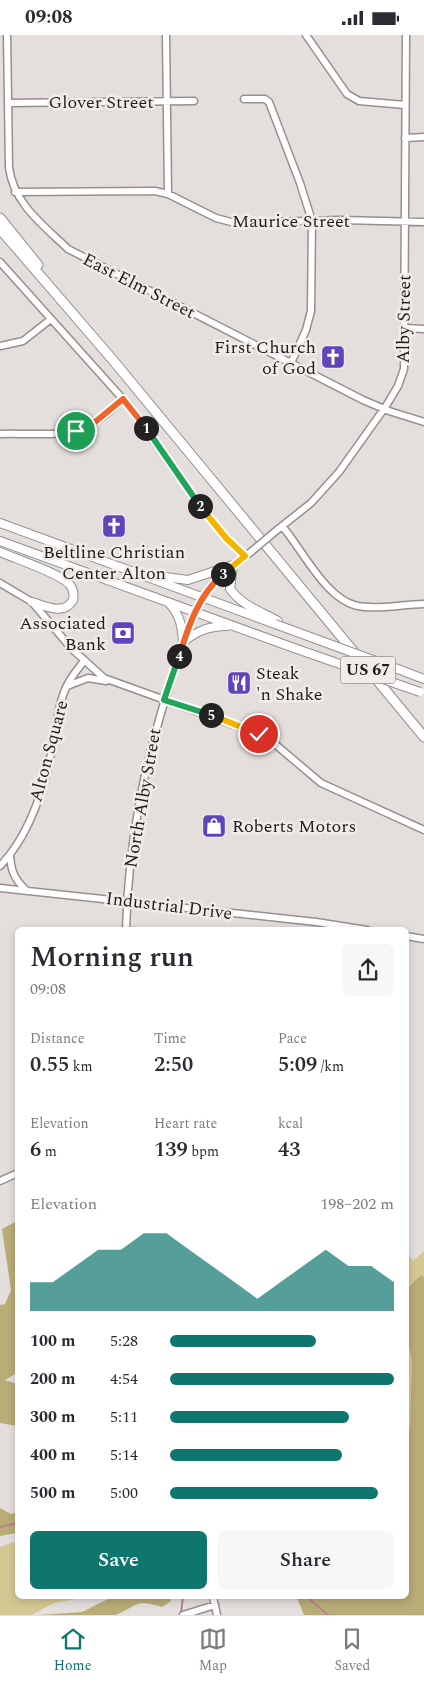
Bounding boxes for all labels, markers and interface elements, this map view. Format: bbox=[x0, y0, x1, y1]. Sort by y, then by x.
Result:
text: 09:08 bbox=[25, 3, 73, 32]
street label: Glover Street bbox=[48, 89, 154, 116]
street label: Maurice Street bbox=[232, 208, 350, 235]
street label: East Elm Street bbox=[78, 246, 200, 326]
street label: Alby Street bbox=[390, 274, 418, 364]
place label: First Church of God bbox=[214, 334, 316, 382]
church icon: First Church of God bbox=[320, 344, 346, 370]
pin bbox=[55, 410, 97, 452]
pin: 1 bbox=[134, 415, 158, 441]
icon: arrive bbox=[62, 417, 90, 445]
text: 1 bbox=[143, 418, 150, 439]
pin: 2 bbox=[188, 493, 212, 519]
text: 2 bbox=[197, 496, 204, 517]
church icon: Beltline Christian Center Alton bbox=[101, 513, 127, 539]
place label: Beltline Christian Center Alton bbox=[43, 539, 185, 587]
pin: 3 bbox=[210, 561, 236, 587]
text: 3 bbox=[220, 564, 227, 585]
place label: Associated Bank bbox=[19, 610, 106, 658]
bank icon: Associated Bank bbox=[110, 620, 136, 646]
pin: 4 bbox=[166, 643, 192, 669]
text: 4 bbox=[176, 646, 183, 667]
road number: US 67 bbox=[340, 657, 396, 683]
place label: Steak 'n Shake bbox=[256, 660, 323, 708]
restaurant icon: Steak 'n Shake bbox=[226, 670, 252, 696]
street label: Alton Square bbox=[22, 697, 76, 805]
pin: 5 bbox=[198, 703, 224, 727]
text: 5 bbox=[208, 705, 215, 726]
pin bbox=[238, 713, 280, 755]
icon: check bbox=[245, 720, 273, 748]
street label: North Alby Street bbox=[117, 726, 169, 870]
shop icon: Roberts Motors bbox=[201, 813, 227, 839]
place label: Roberts Motors bbox=[232, 813, 356, 840]
street label: Industrial Drive bbox=[104, 885, 234, 927]
text: Morning run bbox=[30, 936, 194, 979]
button: share bbox=[342, 944, 394, 996]
text: 09:08 bbox=[30, 977, 66, 1001]
text: Distance bbox=[30, 1028, 85, 1049]
text: Time bbox=[154, 1028, 187, 1049]
text: Pace bbox=[278, 1028, 307, 1049]
text: 0.55 bbox=[30, 1049, 69, 1081]
text: 2:50 bbox=[154, 1049, 193, 1081]
text: 5:09 bbox=[278, 1049, 317, 1081]
text: km bbox=[69, 1056, 93, 1077]
text: /km bbox=[317, 1056, 344, 1077]
text: Elevation bbox=[30, 1113, 89, 1134]
text: Heart rate bbox=[154, 1113, 217, 1134]
text: kcal bbox=[278, 1113, 303, 1134]
text: 6 bbox=[30, 1134, 41, 1166]
text: 139 bbox=[154, 1134, 188, 1166]
text: 43 bbox=[278, 1134, 301, 1166]
text: m bbox=[41, 1141, 57, 1162]
text: bpm bbox=[188, 1141, 219, 1162]
text: Elevation bbox=[30, 1192, 97, 1216]
text: 198–202 m bbox=[320, 1192, 394, 1216]
text: 100 m bbox=[30, 1329, 75, 1353]
text: 5:28 bbox=[110, 1329, 138, 1353]
text: 200 m bbox=[30, 1367, 75, 1391]
text: 4:54 bbox=[110, 1367, 138, 1391]
text: 300 m bbox=[30, 1405, 75, 1429]
text: 5:11 bbox=[110, 1405, 138, 1429]
text: 400 m bbox=[30, 1443, 75, 1467]
text: 5:14 bbox=[110, 1443, 138, 1467]
text: 500 m bbox=[30, 1481, 75, 1505]
text: 5:00 bbox=[110, 1481, 138, 1505]
button: Save bbox=[30, 1531, 207, 1589]
button: Share bbox=[217, 1531, 394, 1589]
tab: Home bbox=[54, 1625, 91, 1676]
tab: Map bbox=[199, 1625, 227, 1676]
tab: Saved bbox=[334, 1625, 370, 1676]

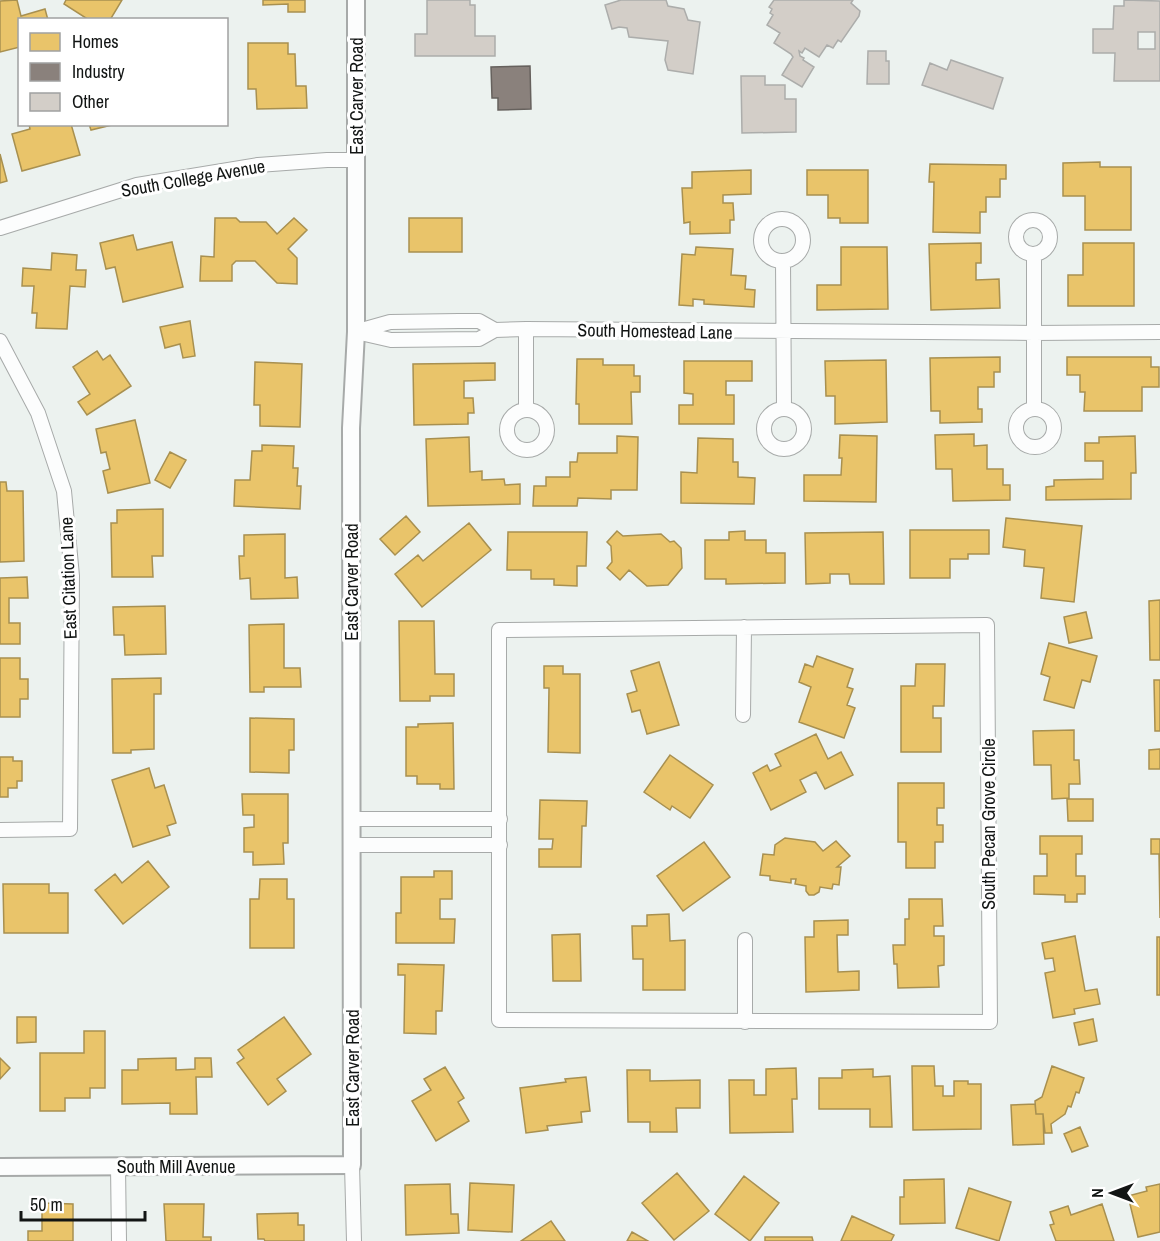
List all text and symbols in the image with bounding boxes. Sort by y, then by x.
legend [18,18,228,126]
text: Homes [72,29,119,54]
street label: East Carver Road [344,37,369,155]
text: Industry [72,59,125,84]
text: Other [72,89,109,114]
street label: South College Avenue [119,153,267,203]
street label: South Homestead Lane [577,317,733,345]
street label: East Citation Lane [53,516,83,640]
street label: East Carver Road [339,523,364,641]
street label: South Pecan Grove Circle [976,738,1001,910]
street label: East Carver Road [340,1009,365,1127]
street label: South Mill Avenue [117,1154,235,1179]
north arrow [1082,1163,1142,1223]
scale bar [21,1184,146,1222]
text: N [1086,1188,1108,1198]
text: 50 m [30,1192,63,1217]

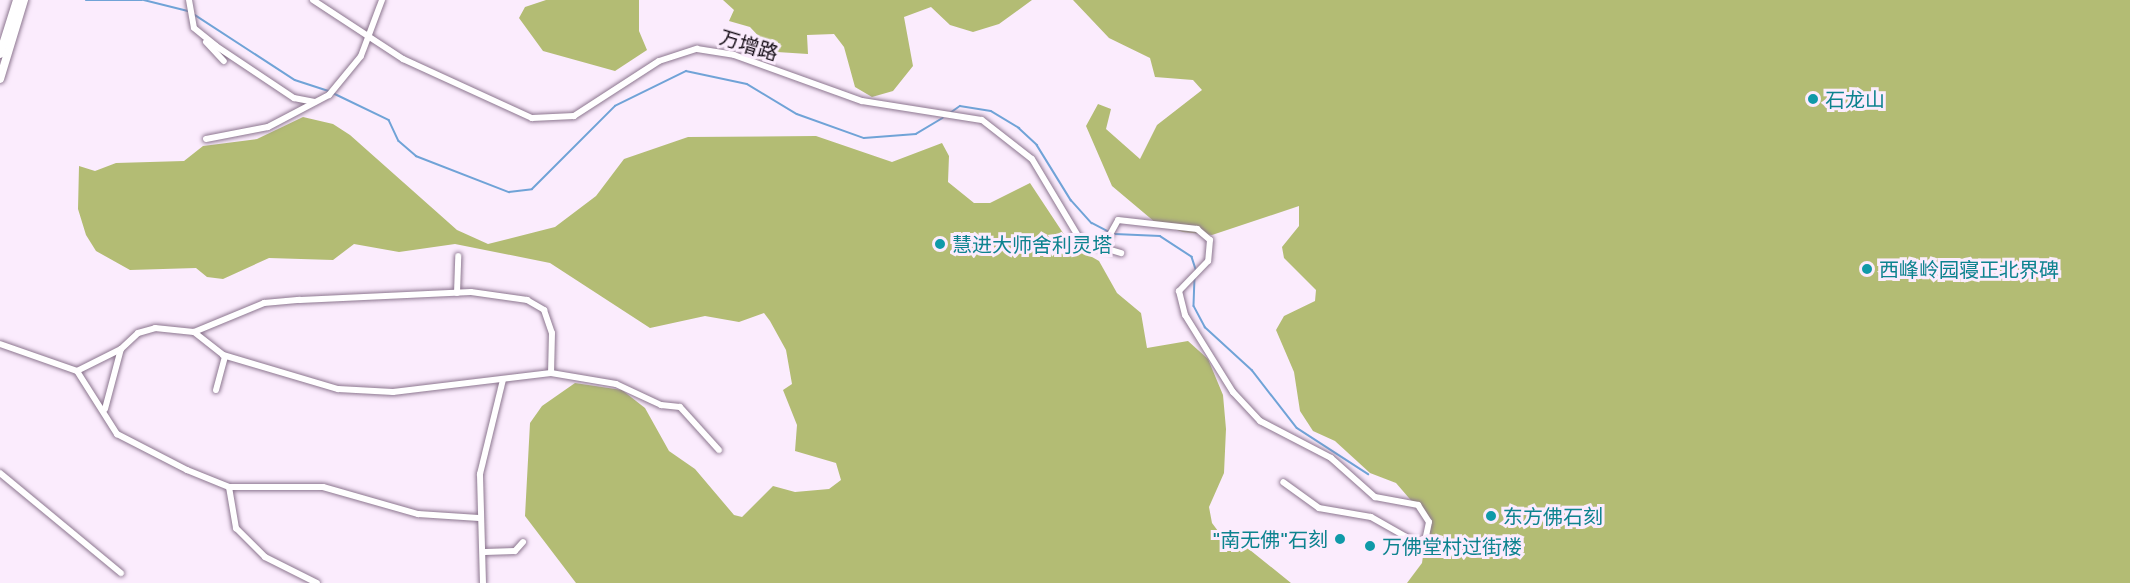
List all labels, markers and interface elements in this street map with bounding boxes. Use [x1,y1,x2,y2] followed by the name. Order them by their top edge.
[717,25,781,65] street label: 万增路
[1825,87,1885,111] place label: 石龙山
[1806,92,1820,106] marker: 石龙山
[952,232,1112,256] place label: 慧进大师舍利灵塔
[933,237,947,251] marker: 慧进大师舍利灵塔
[1879,257,2059,281] place label: 西峰岭园寝正北界碑
[1860,262,1874,276] marker: 西峰岭园寝正北界碑
[1503,504,1603,528] place label: 东方佛石刻
[1484,509,1498,523] marker: 东方佛石刻
[1212,527,1328,551] place label: "南无佛"石刻
[1333,532,1347,546] marker: "南无佛"石刻
[1382,534,1522,558] place label: 万佛堂村过街楼
[1363,539,1377,553] marker: 万佛堂村过街楼

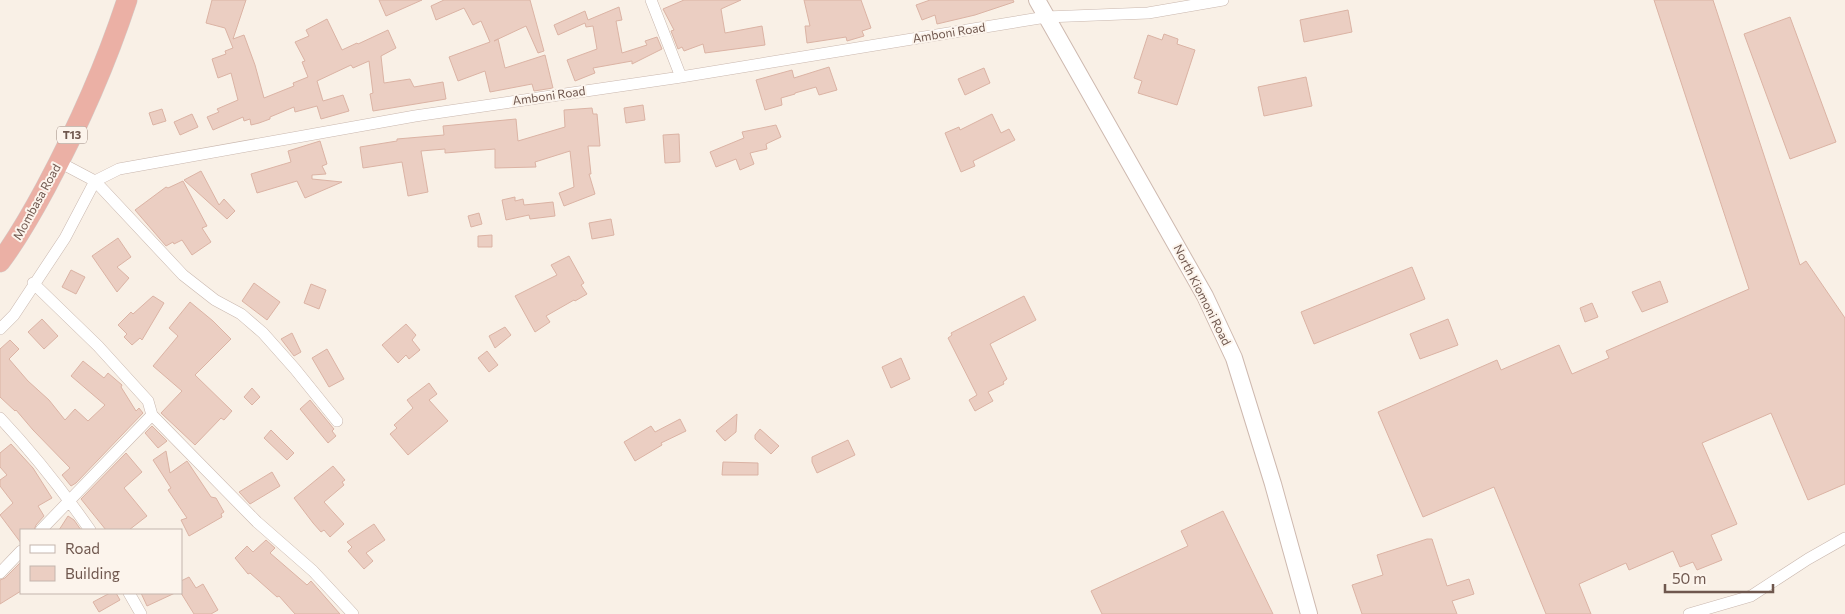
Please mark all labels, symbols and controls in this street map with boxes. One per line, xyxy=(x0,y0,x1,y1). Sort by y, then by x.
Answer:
street label: Amboni Road xyxy=(912,19,986,45)
street label: Amboni Road xyxy=(512,83,586,107)
road number: T13 xyxy=(57,126,87,144)
street label: Mombasa Road xyxy=(10,161,63,242)
street label: North Kiomoni Road xyxy=(1171,242,1234,347)
legend xyxy=(20,529,182,594)
text: Road xyxy=(65,539,100,557)
scale bar xyxy=(1665,562,1772,594)
text: Building xyxy=(65,564,120,582)
text: 50 m xyxy=(1672,569,1706,587)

* * * * * * * * *

[What you will do] Could every line above be set down exactly, with the pictures omitted?

[Result of the exercise]
Bounding boxes for all labels, markers and interface elements, this map view. Format: bbox=[x0, y0, x1, y1]. Sort by y, then by x.
Result:
text: 09:08 bbox=[25, 3, 73, 32]
street label: Glover Street bbox=[48, 89, 154, 116]
street label: Maurice Street bbox=[232, 208, 350, 235]
street label: East Elm Street bbox=[78, 246, 200, 326]
street label: Alby Street bbox=[390, 274, 418, 364]
place label: First Church of God bbox=[214, 334, 316, 382]
church icon: First Church of God bbox=[320, 344, 346, 370]
pin bbox=[55, 410, 97, 452]
pin: 1 bbox=[134, 415, 158, 441]
icon: arrive bbox=[62, 417, 90, 445]
text: 1 bbox=[143, 418, 150, 439]
pin: 2 bbox=[188, 493, 212, 519]
text: 2 bbox=[197, 496, 204, 517]
church icon: Beltline Christian Center Alton bbox=[101, 513, 127, 539]
place label: Beltline Christian Center Alton bbox=[43, 539, 185, 587]
pin: 3 bbox=[210, 561, 236, 587]
text: 3 bbox=[220, 564, 227, 585]
place label: Associated Bank bbox=[19, 610, 106, 658]
bank icon: Associated Bank bbox=[110, 620, 136, 646]
pin: 4 bbox=[166, 643, 192, 669]
text: 4 bbox=[176, 646, 183, 667]
road number: US 67 bbox=[340, 657, 396, 683]
place label: Steak 'n Shake bbox=[256, 660, 323, 708]
restaurant icon: Steak 'n Shake bbox=[226, 670, 252, 696]
street label: Alton Square bbox=[22, 697, 76, 805]
pin: 5 bbox=[198, 703, 224, 727]
text: 5 bbox=[208, 705, 215, 726]
pin bbox=[238, 713, 280, 755]
icon: check bbox=[245, 720, 273, 748]
street label: North Alby Street bbox=[117, 726, 169, 870]
shop icon: Roberts Motors bbox=[201, 813, 227, 839]
place label: Roberts Motors bbox=[232, 813, 356, 840]
street label: Industrial Drive bbox=[104, 885, 234, 927]
text: Morning run bbox=[30, 936, 194, 979]
button: share bbox=[342, 944, 394, 996]
text: 09:08 bbox=[30, 977, 66, 1001]
text: Distance bbox=[30, 1028, 85, 1049]
text: Time bbox=[154, 1028, 187, 1049]
text: Pace bbox=[278, 1028, 307, 1049]
text: 0.55 bbox=[30, 1049, 69, 1081]
text: 2:50 bbox=[154, 1049, 193, 1081]
text: 5:09 bbox=[278, 1049, 317, 1081]
text: km bbox=[69, 1056, 93, 1077]
text: /km bbox=[317, 1056, 344, 1077]
text: Elevation bbox=[30, 1113, 89, 1134]
text: Heart rate bbox=[154, 1113, 217, 1134]
text: kcal bbox=[278, 1113, 303, 1134]
text: 6 bbox=[30, 1134, 41, 1166]
text: 139 bbox=[154, 1134, 188, 1166]
text: 43 bbox=[278, 1134, 301, 1166]
text: m bbox=[41, 1141, 57, 1162]
text: bpm bbox=[188, 1141, 219, 1162]
text: Elevation bbox=[30, 1192, 97, 1216]
text: 198–202 m bbox=[320, 1192, 394, 1216]
text: 100 m bbox=[30, 1329, 75, 1353]
text: 5:28 bbox=[110, 1329, 138, 1353]
text: 200 m bbox=[30, 1367, 75, 1391]
text: 4:54 bbox=[110, 1367, 138, 1391]
text: 300 m bbox=[30, 1405, 75, 1429]
text: 5:11 bbox=[110, 1405, 138, 1429]
text: 400 m bbox=[30, 1443, 75, 1467]
text: 5:14 bbox=[110, 1443, 138, 1467]
text: 500 m bbox=[30, 1481, 75, 1505]
text: 5:00 bbox=[110, 1481, 138, 1505]
button: Save bbox=[30, 1531, 207, 1589]
button: Share bbox=[217, 1531, 394, 1589]
tab: Home bbox=[54, 1625, 91, 1676]
tab: Map bbox=[199, 1625, 227, 1676]
tab: Saved bbox=[334, 1625, 370, 1676]

List all text and symbols in the image with bounding boxes. Sort by y, then by x.
legend [18,18,228,126]
text: Homes [72,29,119,54]
street label: East Carver Road [344,37,369,155]
text: Industry [72,59,125,84]
text: Other [72,89,109,114]
street label: South College Avenue [119,153,267,203]
street label: South Homestead Lane [577,317,733,345]
street label: East Citation Lane [53,516,83,640]
street label: East Carver Road [339,523,364,641]
street label: South Pecan Grove Circle [976,738,1001,910]
street label: East Carver Road [340,1009,365,1127]
street label: South Mill Avenue [117,1154,235,1179]
north arrow [1082,1163,1142,1223]
scale bar [21,1184,146,1222]
text: N [1086,1188,1108,1198]
text: 50 m [30,1192,63,1217]

List all labels, markers and interface elements in this street map with bounding boxes. Use [x1,y1,x2,y2] followed by the name. Order them by their top edge.
[717,25,781,65] street label: 万增路
[1825,87,1885,111] place label: 石龙山
[1806,92,1820,106] marker: 石龙山
[952,232,1112,256] place label: 慧进大师舍利灵塔
[933,237,947,251] marker: 慧进大师舍利灵塔
[1879,257,2059,281] place label: 西峰岭园寝正北界碑
[1860,262,1874,276] marker: 西峰岭园寝正北界碑
[1503,504,1603,528] place label: 东方佛石刻
[1484,509,1498,523] marker: 东方佛石刻
[1212,527,1328,551] place label: "南无佛"石刻
[1333,532,1347,546] marker: "南无佛"石刻
[1382,534,1522,558] place label: 万佛堂村过街楼
[1363,539,1377,553] marker: 万佛堂村过街楼

Please mark all labels, symbols and controls in this street map with boxes. One per line, xyxy=(x0,y0,x1,y1). Sort by y, then by x.
Answer:
street label: Amboni Road xyxy=(912,19,986,45)
street label: Amboni Road xyxy=(512,83,586,107)
road number: T13 xyxy=(57,126,87,144)
street label: Mombasa Road xyxy=(10,161,63,242)
street label: North Kiomoni Road xyxy=(1171,242,1234,347)
legend xyxy=(20,529,182,594)
text: Road xyxy=(65,539,100,557)
scale bar xyxy=(1665,562,1772,594)
text: Building xyxy=(65,564,120,582)
text: 50 m xyxy=(1672,569,1706,587)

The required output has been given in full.